Material shown:
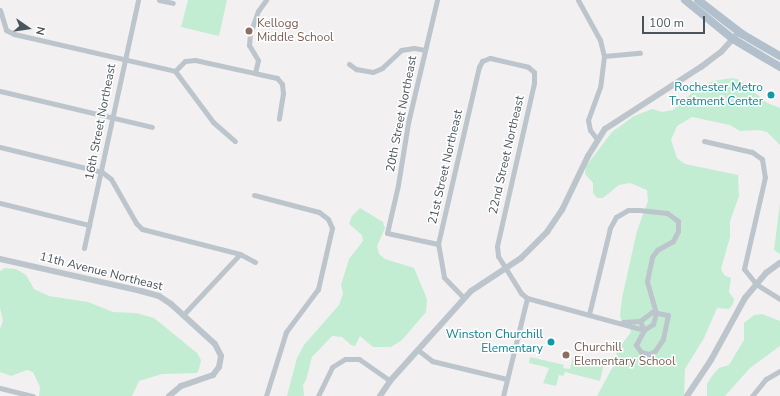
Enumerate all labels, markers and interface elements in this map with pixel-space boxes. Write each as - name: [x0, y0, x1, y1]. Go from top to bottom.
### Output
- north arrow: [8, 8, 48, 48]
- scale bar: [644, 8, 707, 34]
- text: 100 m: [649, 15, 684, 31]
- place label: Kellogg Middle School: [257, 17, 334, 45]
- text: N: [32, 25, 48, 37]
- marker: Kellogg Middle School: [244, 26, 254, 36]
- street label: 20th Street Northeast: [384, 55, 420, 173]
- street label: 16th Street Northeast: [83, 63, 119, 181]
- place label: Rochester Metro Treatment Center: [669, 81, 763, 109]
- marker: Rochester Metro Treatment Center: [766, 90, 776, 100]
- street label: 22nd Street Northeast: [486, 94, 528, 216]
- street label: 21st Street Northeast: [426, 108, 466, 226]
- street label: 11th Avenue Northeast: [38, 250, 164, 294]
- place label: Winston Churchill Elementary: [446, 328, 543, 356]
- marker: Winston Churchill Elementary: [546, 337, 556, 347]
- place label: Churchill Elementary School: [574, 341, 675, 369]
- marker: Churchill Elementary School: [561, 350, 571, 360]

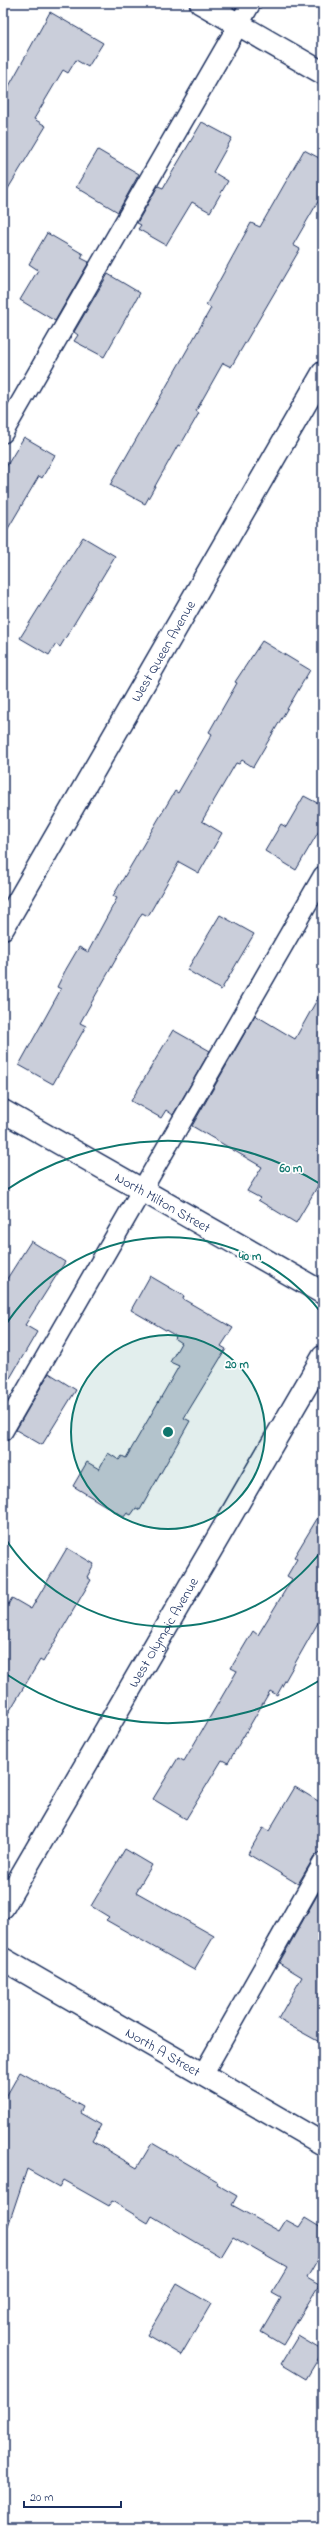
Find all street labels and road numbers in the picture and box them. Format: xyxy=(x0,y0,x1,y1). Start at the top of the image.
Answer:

What this task involves: Every line above that holds the string "labels" counts once; give the total and nothing more.

Answer to this exercise: 2